Прелесть баланса в том, что он берет вездесущего обитателя мозга - торможение - и заставляет его работать над решением столь же вездесущей загадки - шума. И все это без какой-либо опоры на магию: то есть без скрытого источника случайности. Шум возникает даже тогда, когда нейроны реагируют так, как и должны.

Этот контр-интуитивный факт, что хорошее поведение может привести к бедламу, очень важен. И он уже был замечен ранее. Ван Вресвейк и Сомполински ссылаются на эту историю в первом слове названия своей работы: "Хаос в нейронных сетях со сбалансированной возбуждающей и тормозной активностью".

* * *

В 1930-х годах хаоса не существовало: когда нейробиологи впервые осознали, насколько шумны нейроны, математическая теория, позволяющая понять их поведение, еще не была открыта. А когда она появилась, все произошло, казалось бы, случайно.

Кафедра метеорологии в Массачусетском технологическом институте была основана в 1941 году, как раз к приезду Эдварда Лоренца. Лоренц, родившийся в 1917 году в хорошем районе Коннектикута в семье инженера и учительницы, с ранних лет проявлял интерес к числам, картам и планетам. Степень бакалавра по математике он собирался продолжить, но, как и в случае со многими учеными его времени, вмешалась война. В 1942 году Лоренц получил задание предсказывать погоду для военно-воздушного корпуса США. Чтобы научиться этому, он прошел ускоренный курс метеорологии в Массачусетском технологическом институте. После окончания службы в армии он остался заниматься метеорологией и остался в Массачусетском технологическом институте: сначала в качестве аспиранта, затем научного сотрудника и, наконец, профессора.

Если вы когда-нибудь пытались спланировать пикник, то знаете, что предсказание погоды далеко от совершенства. Академические метеорологи, занимающиеся крупномасштабной физикой планеты, вряд ли считают ежедневное прогнозирование своей целью. Но Лоренц не переставал интересоваться этим вопросом и тем, как новая технология - компьютер - может помочь.

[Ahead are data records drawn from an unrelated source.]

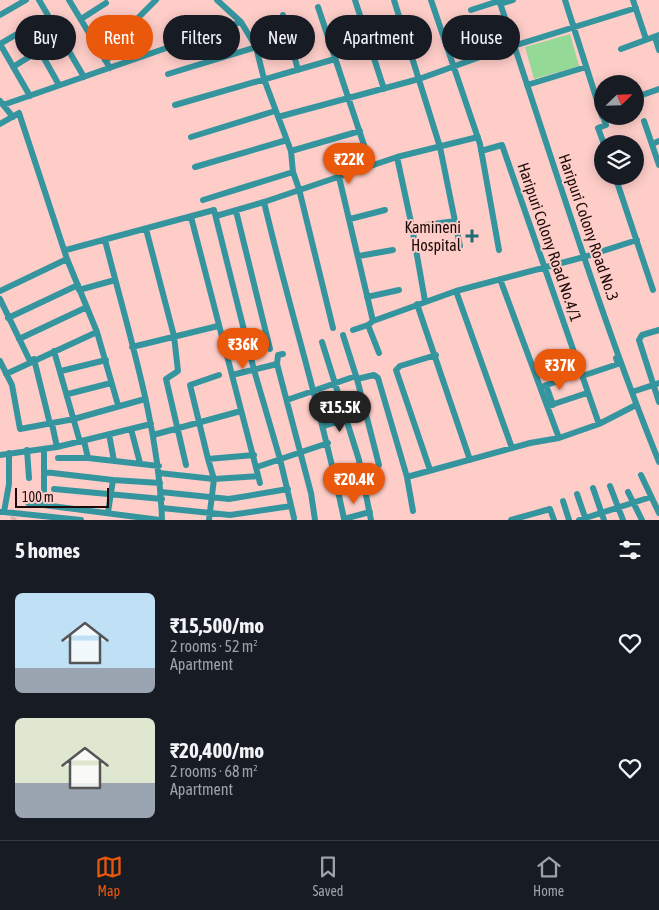 <!DOCTYPE html>
<html lang="en">
<head>
<meta charset="utf-8">
<style>
  :root { --surface:#171b24; --page:#242831; --text:#f1f3f6; --muted:#9ea1a6; --line:#363941; --accent:#ea580c }
  body { margin:0; font-family:"Asap Condensed",sans-serif; background:var(--page); color:var(--text); height:100vh; display:flex; flex-direction:column; font-size:19px; white-space:nowrap }
  * { box-sizing:border-box; margin:0 }
  p { font-size:16px; color:var(--muted) }
  .icon { flex:none; width:28px; height:28px; fill:none; stroke:currentColor; stroke-width:2; stroke-linecap:round; stroke-linejoin:round }
  .map { position:relative; height:520px; overflow:hidden }
  .details { display:flex; flex-direction:column; background:var(--surface); flex:1 }
  .details>* { flex:none }
  .top-card { position:absolute; left:15px; top:15px; width:630px; height:45px; display:flex; gap:10px }
  .needle { width:32px; rotate:67deg }
  .fabs { position:absolute; left:594px; top:75px; display:grid; gap:10px }
  .fabs a { display:grid; place-items:center; width:50px; height:50px; border-radius:50%; background:var(--surface); box-shadow:0 2px 12px #0003; font-size:25px }
  .scale { position:absolute; left:15px; bottom:12px; width:94px; box-sizing:border-box; padding-left:5px; border:2px solid #1e0a09; border-top:0; font-size:14px; line-height:18px; white-space:nowrap; color:#1e0a09; -webkit-text-stroke:4px #fecdc8; paint-order:stroke }
  .price { position:absolute; translate:-50% -42px; padding:0 11px; border-radius:18px; background:var(--accent); color:#fff; font-size:16px; line-height:32px; filter:drop-shadow(0 1px 2px #0008) }
  .price::after { content:''; position:absolute; left:50%; top:30px; width:15px; height:11px; margin-left:-8px; background:inherit; clip-path:polygon(0 0,100% 0,50% 100%) }
  .price.on { background:#222; color:#fff }
  ul { padding:0; list-style:none }
  li { display:flex; align-items:center; gap:15px; height:125px; padding:0 15px }
  li span { display:grid; place-items:center; flex:none; width:140px; height:100px; border-radius:8px; color:#555 }
  li>.icon { margin-inline-start:auto }
  span .icon { width:60px; height:60px; fill:#fffc; stroke-width:1 }
  li b { font-size:21px }
  h2 { display:flex; justify-content:space-between; align-items:center; height:60px; padding:0 15px; font-size:21px }
  .pill { padding:0 18px; border-radius:22px; background:var(--surface); box-shadow:0 2px 12px #0003; font-size:18px; line-height:45px }
  .pill.on { background:var(--accent); color:#fff }
  .tab-bar { display:flex; justify-content:space-around; align-items:center; height:70px; border-top:1px solid var(--line); background:var(--surface); font-size:14px; color:var(--muted) }
  .tab-bar a { display:grid; justify-items:center; gap:2px }
  .tab-bar .on { color:var(--accent) }
  .map>svg:first-child { display:block }
</style>
</head>
<body>
<div class="map">
<svg width="659" height="520" viewBox="0 0 659 520">
  <rect width="100%" height="100%" fill="#fecdc8"/>
  <!-- green -->
  <path fill="#94d996" d="M570,34L579,66L534,79L525,47Z"/>
  <g fill="none" stroke-linecap="round" stroke-linejoin="round">
    <!-- minor-tunnel -->
    <path stroke="#dcb0ab" stroke-width="6" stroke-dasharray="6 3" stroke-linecap="butt" d="M13,520L14,517"/>
    <!-- minor -->
    <path stroke="#35959f" stroke-width="6" d="M39,0L84,77
      M69,0L110,68
      M217,0L241,22L256,47L264,79L291,151L293,172L299,189L333,328
      M355,0L384,89
      M394,0L440,147L460,246
      M431,0L480,144L499,250
      M499,0C551,154 598,311 659,462
      M565,0L602,116
      M633,0L646,39
      M500,4L513,0
      M318,7L371,166
      M471,10L499,1
      M0,15L26,0
      M283,15L298,70
      M138,18L156,0
      M81,19L106,3
      M27,28L59,85
      M655,37L659,50
      M93,40L126,21
      M0,44L30,96
      M0,44L48,16
      M621,49L659,35
      M105,60L141,41
      M13,67L40,50
      M168,74L256,47
      M527,85L586,67
      M642,95L659,89
      M0,101L13,117
      M3,105L241,22
      M175,105L335,59
      M603,116L606,125L598,128L604,144
      M278,117L419,79L491,53L636,8
      M644,121L659,165
      M0,124L19,113L67,259L97,332L118,405
      M191,137L275,111
      M652,144L659,141
      M291,151L360,131
      M481,151L502,145L599,424
      M397,157L412,227L425,301
      M195,167L287,140
      M615,176L653,290
      M339,177L373,321L368,325L379,353
      M203,200L293,172
      M264,202C289,308 322,412 344,519L370,512
      M236,211L270,349
      M216,216L264,202L397,157L478,137
      M191,217L260,483
      M350,219L385,210
      M412,227L455,221
      M146,229L174,336L178,371L166,379L186,465
      M105,240C128,332 159,425 162,520
      M66,250L214,210L254,370L280,459L294,518
      M359,256L393,250
      M500,279L559,438
      M79,290L115,280
      M0,291L67,259
      M456,291L512,448
      M367,297L399,290
      M0,299L30,361
      M417,304L470,460
      M8,318L78,285
      M373,321L456,291L584,257L637,240
      M353,330L368,325
      M659,330L642,335L639,340L659,402
      M343,335L357,379L379,465
      M19,339L87,307
      M322,342L359,460L371,520
      M132,347L218,326
      M54,351L80,442
      M34,359L50,424
      M0,361L12,385L20,429L74,419L145,399
      M277,364L278,355L283,354
      M61,371L106,360
      M6,374L97,332
      M219,375L190,385L208,459L254,455
      M232,375L277,364L311,493L315,520
      M582,376L618,364L616,358
      M357,379L374,375L378,378L407,477
      M546,385L553,405
      M541,387L573,376
      M632,392L659,383
      M68,394L111,383
      M287,400L356,376
      M548,406L587,393
      M52,424L57,447
      M324,426L347,419
      M131,429L140,463
      M109,434L114,461
      M153,435L241,411
      M84,441L88,458
      M27,450L29,478
      M44,450V505
      M0,455L57,447L151,424
      M58,458H88L159,466
      M208,459L214,479L209,520
      M257,467L328,443
      M430,470L396,370L400,366L436,355
      M44,472L113,480L160,483
      M159,473L214,479L258,476
      M641,475L659,513
      M610,486L623,520
      M593,488L604,520
      M54,489L162,499
      M161,492L229,499L288,489
      M628,492L642,520
      M577,494L586,520
      M563,501L569,520
      M28,503L160,520
      M162,508L230,515L291,506
      M413,511L407,477L530,443L559,438L599,424L636,405
      M1,512H4L9,484V453
      M4,512L81,520
      M108,512L113,480
      M511,520L550,509L554,520
      M579,520L651,497"/>
  </g>
  <!-- markers -->
  <path fill="#216c74" stroke="#fecdc8" stroke-width="2" d="M469.5 228.5h5v5h5v5h-5v5h-5v-5h-5v-5h5z"/>
  <g text-anchor="middle" dominant-baseline="central" stroke-width="4" stroke-linejoin="round" paint-order="stroke">
    <!-- poi labels -->
    <g font-size="16" fill="#1e0a09" stroke="#fecdc8" text-anchor="end">
      <text x="461" y="227">Kamineni<tspan x="461" dy="18">Hospital</tspan></text>
    </g>
    <!-- street labels -->
    <g font-size="16" fill="#1e0a09" stroke="#fecdc8">
      <text transform="translate(589 227) rotate(71)">Haripuri Colony Road No.3</text>
      <text transform="translate(550 242) rotate(71)">Haripuri Colony Road No.4/1</text>
    </g>
  </g>
</svg>
<div class="fabs">
<a><svg class="needle" viewBox="-14 -14 28 28"><path d="M0-13l5 13h-10z" fill="#e53935"/><path d="M0 13l5-13h-10z" fill="#9ea1a6"/></svg></a>
<a><svg class="icon" aria-label="layers" viewBox="0 0 24 24"><path d="M12 4l9 5-9 5-9-5zM3 14l9 5 9-5"/></svg></a>
</div>
<div class="scale">100 m</div>
<b class="price" style="left:349px;top:185px">₹22K</b>
<b class="price" style="left:243px;top:370px">₹36K</b>
<b class="price" style="left:560px;top:391px">₹37K</b>
<b class="price on" style="left:340px;top:433px">₹15.5K</b>
<b class="price" style="left:354px;top:505px">₹20.4K</b>
<div class="top-card">
<a class="pill">Buy</a>
<a class="pill on">Rent</a>
<a class="pill">Filters</a>
<a class="pill">New</a>
<a class="pill">Apartment</a>
<a class="pill">House</a>
</div>
</div>
<section class="details">
<h2>5 homes<svg class="icon" aria-label="filters" viewBox="0 0 24 24"><path d="M4 7h16M4 17h16"/><circle cx="9" cy="7" r="2"/><circle cx="15" cy="17" r="2"/></svg></h2>
<ul>
<li><span style="background:linear-gradient(#bfe0f5 75%,#9aa5b1 0)"><svg class="icon" aria-label="home" viewBox="0 0 24 24"><path d="M3 11l9-7 9 7M6 9v11h12V9"/></svg></span><div><b>₹15,500/mo</b><p>2 rooms · 52 m²</p><p>Apartment</p></div><svg class="icon" aria-label="heart" viewBox="0 0 24 24"><path d="M12 20l-8-8c-3-5 5-10 8-4 3-6 11-1 8 4z"/></svg></li>
<li><span style="background:linear-gradient(#dfe7d0 65%,#9aa5b1 0)"><svg class="icon" aria-label="home" viewBox="0 0 24 24"><path d="M3 11l9-7 9 7M6 9v11h12V9"/></svg></span><div><b>₹20,400/mo</b><p>2 rooms · 68 m²</p><p>Apartment</p></div><svg class="icon" aria-label="heart" viewBox="0 0 24 24"><path d="M12 20l-8-8c-3-5 5-10 8-4 3-6 11-1 8 4z"/></svg></li>
</ul>
</section>
<nav class="tab-bar">
<a class="on"><svg class="icon" aria-label="map" viewBox="0 0 24 24"><path d="M3 6l6-2 6 2 6-2v14l-6 2-6-2-6 2zM9 4v14M15 6v14"/></svg>Map</a>
<a><svg class="icon" aria-label="saved" viewBox="0 0 24 24"><path d="M7 4h10v16l-5-4-5 4z"/></svg>Saved</a>
<a><svg class="icon" aria-label="home" viewBox="0 0 24 24"><path d="M3 11l9-7 9 7M6 9v11h12V9"/></svg>Home</a>
</nav>
</body>
</html>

Уравнения, описывающие погоду, многочисленны и сложны. Перебирать их вручную, чтобы понять, как погода сейчас приведет к погоде потом, - огромная, почти невыполнимая задача (к тому времени, когда вы ее закончите, предсказываемая вами погода, скорее всего, уже пройдет). Но компьютер, вероятно, может сделать это гораздо быстрее.

В 1958 году Лоренц проверил это на практике. Он свел динамику погоды к 12 уравнениям, выбрал несколько значений для начала - скажем, западный ветер со скоростью 100 км/час - и пустил математику в ход. По ходу дела он распечатывал результаты модели на рулонах бумаги. Выглядело это достаточно похоже на погоду, со знакомыми приливами и отливами течений и температур. Однажды он захотел повторить моделирование, чтобы посмотреть, как оно будет развиваться в течение более длительного периода времени. Вместо того чтобы начинать ее с самого начала, он решил, что может запустить ее частично качестве начальных условий значения из распечатки . Нетерпение иногда является матерью открытий.

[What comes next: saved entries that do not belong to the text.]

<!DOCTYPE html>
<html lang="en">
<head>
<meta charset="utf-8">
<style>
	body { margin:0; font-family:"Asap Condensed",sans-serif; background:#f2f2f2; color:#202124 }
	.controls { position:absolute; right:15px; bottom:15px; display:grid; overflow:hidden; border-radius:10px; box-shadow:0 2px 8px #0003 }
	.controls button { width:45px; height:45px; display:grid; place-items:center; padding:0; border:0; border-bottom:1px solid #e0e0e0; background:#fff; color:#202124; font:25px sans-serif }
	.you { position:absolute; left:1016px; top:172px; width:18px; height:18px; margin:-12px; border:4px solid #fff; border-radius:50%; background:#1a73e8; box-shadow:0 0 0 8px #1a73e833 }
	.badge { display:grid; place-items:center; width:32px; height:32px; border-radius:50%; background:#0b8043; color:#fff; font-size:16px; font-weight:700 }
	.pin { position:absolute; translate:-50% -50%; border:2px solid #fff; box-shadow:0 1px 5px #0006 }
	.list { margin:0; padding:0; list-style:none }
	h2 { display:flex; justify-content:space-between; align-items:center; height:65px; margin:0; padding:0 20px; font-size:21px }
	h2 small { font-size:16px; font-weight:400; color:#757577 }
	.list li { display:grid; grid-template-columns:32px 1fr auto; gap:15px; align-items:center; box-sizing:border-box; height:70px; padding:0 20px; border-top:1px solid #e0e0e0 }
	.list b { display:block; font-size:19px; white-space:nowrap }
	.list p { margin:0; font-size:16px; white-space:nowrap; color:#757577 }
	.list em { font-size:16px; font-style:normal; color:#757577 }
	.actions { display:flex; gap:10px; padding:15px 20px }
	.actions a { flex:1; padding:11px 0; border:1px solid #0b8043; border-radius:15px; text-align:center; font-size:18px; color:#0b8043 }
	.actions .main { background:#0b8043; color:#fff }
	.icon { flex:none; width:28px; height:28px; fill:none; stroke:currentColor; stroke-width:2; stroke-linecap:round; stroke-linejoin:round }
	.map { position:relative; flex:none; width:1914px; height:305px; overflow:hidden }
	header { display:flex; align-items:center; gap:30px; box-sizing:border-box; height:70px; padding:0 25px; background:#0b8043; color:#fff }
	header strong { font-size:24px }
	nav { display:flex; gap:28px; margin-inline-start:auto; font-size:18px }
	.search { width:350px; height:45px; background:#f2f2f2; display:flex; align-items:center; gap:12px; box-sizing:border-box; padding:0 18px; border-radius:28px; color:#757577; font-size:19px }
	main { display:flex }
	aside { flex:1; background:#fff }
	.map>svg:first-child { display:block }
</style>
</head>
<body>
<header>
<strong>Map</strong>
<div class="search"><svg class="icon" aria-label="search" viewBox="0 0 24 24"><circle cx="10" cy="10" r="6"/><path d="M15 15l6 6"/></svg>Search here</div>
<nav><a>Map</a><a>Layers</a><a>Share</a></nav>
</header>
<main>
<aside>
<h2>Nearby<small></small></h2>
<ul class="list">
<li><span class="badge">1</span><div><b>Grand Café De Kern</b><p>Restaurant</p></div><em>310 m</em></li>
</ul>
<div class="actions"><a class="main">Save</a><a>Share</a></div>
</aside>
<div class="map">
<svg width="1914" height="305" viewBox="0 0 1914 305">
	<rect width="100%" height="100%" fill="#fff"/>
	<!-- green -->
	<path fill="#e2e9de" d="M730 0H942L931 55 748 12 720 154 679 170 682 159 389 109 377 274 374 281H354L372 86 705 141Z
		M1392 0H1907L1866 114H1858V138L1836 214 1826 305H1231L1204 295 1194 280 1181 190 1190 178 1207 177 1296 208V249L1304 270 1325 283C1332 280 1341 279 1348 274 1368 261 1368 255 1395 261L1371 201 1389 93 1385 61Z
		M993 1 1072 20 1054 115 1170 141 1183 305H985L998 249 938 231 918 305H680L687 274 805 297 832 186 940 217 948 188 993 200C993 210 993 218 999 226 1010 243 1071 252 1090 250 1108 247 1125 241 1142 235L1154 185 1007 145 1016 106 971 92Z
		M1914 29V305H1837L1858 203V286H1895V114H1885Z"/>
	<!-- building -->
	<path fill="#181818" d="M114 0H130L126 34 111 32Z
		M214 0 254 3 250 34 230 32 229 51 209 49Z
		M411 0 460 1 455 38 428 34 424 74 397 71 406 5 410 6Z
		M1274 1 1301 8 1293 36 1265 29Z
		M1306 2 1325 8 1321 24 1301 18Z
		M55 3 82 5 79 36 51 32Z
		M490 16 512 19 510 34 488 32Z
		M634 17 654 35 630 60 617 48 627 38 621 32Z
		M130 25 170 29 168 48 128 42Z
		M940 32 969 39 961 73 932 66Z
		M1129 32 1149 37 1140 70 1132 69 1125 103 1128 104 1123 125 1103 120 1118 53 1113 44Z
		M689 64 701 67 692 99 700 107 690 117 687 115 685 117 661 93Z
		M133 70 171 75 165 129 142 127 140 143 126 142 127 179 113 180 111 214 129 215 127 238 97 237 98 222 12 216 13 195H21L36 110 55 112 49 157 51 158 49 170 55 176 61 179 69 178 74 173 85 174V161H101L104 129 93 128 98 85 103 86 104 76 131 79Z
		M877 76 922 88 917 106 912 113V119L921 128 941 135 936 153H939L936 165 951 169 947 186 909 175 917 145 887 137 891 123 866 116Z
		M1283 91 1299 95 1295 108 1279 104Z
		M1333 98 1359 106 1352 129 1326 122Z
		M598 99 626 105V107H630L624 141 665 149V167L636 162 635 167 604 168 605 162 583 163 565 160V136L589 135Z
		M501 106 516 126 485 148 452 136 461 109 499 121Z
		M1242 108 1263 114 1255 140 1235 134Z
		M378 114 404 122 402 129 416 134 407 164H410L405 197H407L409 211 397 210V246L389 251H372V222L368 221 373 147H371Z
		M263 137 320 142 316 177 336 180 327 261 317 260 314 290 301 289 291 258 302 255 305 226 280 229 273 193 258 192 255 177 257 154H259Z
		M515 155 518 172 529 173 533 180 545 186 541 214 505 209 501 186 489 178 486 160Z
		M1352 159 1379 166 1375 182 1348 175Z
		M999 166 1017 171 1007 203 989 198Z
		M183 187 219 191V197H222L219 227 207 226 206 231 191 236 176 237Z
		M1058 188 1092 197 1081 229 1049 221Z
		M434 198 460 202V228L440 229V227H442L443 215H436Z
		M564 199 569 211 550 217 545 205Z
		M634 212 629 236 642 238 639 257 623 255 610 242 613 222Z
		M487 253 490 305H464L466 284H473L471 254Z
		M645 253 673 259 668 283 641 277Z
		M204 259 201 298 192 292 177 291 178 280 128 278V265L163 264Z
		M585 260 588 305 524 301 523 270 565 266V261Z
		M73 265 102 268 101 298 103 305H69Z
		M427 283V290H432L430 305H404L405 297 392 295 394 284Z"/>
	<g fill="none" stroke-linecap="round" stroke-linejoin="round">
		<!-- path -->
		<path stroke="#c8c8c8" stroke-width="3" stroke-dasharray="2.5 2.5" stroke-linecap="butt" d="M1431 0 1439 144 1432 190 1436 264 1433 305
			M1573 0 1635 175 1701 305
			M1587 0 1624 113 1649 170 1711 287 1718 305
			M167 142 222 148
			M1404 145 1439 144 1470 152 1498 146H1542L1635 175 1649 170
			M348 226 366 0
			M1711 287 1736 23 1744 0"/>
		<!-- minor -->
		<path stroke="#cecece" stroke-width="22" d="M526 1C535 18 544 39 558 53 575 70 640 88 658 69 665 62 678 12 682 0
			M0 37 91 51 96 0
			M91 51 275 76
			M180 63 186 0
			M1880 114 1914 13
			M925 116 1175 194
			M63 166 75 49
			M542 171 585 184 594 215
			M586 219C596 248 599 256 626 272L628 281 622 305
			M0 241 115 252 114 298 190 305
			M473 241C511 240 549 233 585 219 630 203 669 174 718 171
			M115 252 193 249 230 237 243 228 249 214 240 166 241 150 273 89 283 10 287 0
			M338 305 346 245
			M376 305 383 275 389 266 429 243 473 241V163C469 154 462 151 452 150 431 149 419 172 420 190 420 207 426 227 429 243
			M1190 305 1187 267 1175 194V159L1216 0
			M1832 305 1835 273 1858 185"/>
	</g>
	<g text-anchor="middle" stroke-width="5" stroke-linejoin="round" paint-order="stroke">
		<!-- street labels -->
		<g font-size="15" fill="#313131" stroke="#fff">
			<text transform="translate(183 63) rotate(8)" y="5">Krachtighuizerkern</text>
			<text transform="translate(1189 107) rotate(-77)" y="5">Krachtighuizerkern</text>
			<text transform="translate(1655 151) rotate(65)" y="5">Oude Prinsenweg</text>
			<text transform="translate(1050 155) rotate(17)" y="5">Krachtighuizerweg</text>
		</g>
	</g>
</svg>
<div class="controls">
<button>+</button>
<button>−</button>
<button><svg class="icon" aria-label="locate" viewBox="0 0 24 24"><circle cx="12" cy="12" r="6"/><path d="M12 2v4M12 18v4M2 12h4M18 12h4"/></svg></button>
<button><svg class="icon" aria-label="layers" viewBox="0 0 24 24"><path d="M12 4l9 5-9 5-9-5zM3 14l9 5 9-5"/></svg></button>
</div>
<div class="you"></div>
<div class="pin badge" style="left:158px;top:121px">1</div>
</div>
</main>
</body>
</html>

Однако цифры, которые распечатал компьютер, были неполными. Чтобы больше поместилось на странице, принтер сократил количество цифр после запятой с шести до трех. Таким образом, числа, которые Лоренц ввел во второй запуск симуляции, не совпадали с тем, что было в модели до этого. Но какое значение могут иметь несколько знаков после запятой в модели погоды всего мира? Оказывается, совсем немного. После нескольких запусков математического механизма - около двух месяцев изменения погоды в модельном времени - этот второй запуск моделирования полностью отличался от первого. То, что было жарко, стало холодно, то, что было быстро, стало медленно. То, что должно было стать повторением, превратилось в откровение.

До этого момента ученые полагали, что небольшие изменения порождают только небольшие изменения. Небольшой порыв ветра в один момент времени не должен иметь силы, чтобы сдвинуть горы впоследствии. Согласно этой догме, то, что наблюдал Лоренц, должно было произойти в результате ошибки, возможно, технической ошибки, допущенной большими и неуклюжими компьютерами того времени.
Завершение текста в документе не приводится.